_What you need to do_
Tell me how many lines in the data below hold the string "strokeStyle", and say nothing else.

(Stored data)
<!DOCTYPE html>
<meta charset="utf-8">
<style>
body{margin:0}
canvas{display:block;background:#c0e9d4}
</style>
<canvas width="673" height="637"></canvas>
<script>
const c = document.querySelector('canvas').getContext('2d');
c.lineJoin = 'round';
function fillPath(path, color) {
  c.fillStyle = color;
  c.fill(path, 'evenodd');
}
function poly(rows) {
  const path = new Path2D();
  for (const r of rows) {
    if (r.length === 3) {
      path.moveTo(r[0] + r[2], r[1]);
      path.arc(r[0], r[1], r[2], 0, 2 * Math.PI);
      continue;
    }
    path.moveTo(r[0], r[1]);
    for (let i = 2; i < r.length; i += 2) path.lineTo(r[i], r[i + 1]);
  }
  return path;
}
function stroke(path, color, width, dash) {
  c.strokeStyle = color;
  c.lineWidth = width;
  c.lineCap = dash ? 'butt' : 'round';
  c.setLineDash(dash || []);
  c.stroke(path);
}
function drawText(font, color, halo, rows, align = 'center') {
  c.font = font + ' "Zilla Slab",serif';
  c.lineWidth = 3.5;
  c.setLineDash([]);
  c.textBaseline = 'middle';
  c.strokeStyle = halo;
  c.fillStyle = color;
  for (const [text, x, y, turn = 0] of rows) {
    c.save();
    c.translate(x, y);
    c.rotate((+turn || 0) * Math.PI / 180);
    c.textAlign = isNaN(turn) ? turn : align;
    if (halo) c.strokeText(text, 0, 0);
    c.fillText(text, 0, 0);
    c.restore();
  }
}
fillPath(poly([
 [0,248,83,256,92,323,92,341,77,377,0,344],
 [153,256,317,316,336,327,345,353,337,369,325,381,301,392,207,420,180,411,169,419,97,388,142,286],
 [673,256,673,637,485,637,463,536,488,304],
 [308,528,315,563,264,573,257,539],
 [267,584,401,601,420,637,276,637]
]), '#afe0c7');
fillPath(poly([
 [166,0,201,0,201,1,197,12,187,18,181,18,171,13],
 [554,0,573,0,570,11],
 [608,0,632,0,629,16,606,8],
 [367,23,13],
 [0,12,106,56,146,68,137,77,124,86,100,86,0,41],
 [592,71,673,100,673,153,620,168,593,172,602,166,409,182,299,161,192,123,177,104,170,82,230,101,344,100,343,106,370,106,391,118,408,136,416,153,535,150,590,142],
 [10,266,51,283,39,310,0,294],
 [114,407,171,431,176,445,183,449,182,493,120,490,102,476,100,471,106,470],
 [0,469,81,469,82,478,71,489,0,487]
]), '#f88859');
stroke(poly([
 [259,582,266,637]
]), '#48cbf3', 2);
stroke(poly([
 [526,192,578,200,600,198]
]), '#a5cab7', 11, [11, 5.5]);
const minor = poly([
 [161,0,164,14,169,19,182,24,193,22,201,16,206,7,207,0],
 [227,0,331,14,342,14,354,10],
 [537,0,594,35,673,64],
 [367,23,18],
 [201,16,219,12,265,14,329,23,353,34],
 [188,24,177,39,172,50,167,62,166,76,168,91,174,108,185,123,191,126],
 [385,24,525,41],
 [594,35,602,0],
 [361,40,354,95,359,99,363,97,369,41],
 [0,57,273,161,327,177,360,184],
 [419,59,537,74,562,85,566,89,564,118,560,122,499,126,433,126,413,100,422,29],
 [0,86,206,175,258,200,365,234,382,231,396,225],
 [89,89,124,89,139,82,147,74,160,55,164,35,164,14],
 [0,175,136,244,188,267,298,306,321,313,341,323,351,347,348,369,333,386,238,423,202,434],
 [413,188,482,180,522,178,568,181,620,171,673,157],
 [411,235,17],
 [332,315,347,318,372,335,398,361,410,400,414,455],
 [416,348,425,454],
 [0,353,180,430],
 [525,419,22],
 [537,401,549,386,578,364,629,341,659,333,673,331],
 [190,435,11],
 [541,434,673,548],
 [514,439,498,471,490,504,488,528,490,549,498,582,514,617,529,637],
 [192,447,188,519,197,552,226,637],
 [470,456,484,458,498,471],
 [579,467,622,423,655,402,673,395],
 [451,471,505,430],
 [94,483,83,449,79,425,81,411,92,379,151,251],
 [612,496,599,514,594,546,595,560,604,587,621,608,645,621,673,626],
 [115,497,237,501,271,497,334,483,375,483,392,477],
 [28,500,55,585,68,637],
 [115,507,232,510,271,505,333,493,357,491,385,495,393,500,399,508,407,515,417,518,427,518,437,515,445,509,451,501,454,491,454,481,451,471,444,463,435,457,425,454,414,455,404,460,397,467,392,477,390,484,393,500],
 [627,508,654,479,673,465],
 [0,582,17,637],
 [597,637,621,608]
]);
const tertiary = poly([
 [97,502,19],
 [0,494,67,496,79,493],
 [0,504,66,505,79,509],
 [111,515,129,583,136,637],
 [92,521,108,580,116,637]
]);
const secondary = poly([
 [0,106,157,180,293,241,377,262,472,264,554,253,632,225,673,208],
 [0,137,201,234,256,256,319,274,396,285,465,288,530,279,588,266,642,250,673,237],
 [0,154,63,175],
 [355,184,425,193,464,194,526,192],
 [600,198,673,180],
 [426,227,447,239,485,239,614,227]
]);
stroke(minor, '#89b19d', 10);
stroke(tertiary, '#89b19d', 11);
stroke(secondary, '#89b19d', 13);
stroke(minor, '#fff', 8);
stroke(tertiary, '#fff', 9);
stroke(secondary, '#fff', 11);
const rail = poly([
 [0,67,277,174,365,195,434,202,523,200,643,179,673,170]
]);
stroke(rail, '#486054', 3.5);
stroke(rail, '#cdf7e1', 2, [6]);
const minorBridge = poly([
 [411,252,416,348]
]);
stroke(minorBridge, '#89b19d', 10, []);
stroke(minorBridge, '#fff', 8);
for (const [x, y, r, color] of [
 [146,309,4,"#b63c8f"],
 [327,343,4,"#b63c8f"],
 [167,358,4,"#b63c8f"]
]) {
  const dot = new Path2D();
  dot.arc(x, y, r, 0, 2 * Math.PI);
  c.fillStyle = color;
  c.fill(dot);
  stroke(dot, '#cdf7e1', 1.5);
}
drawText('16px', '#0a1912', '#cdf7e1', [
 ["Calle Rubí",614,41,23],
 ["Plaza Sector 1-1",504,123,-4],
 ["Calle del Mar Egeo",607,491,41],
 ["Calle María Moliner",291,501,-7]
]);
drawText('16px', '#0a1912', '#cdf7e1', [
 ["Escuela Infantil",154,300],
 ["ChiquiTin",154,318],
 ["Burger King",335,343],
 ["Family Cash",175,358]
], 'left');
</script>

_Problem solution_
2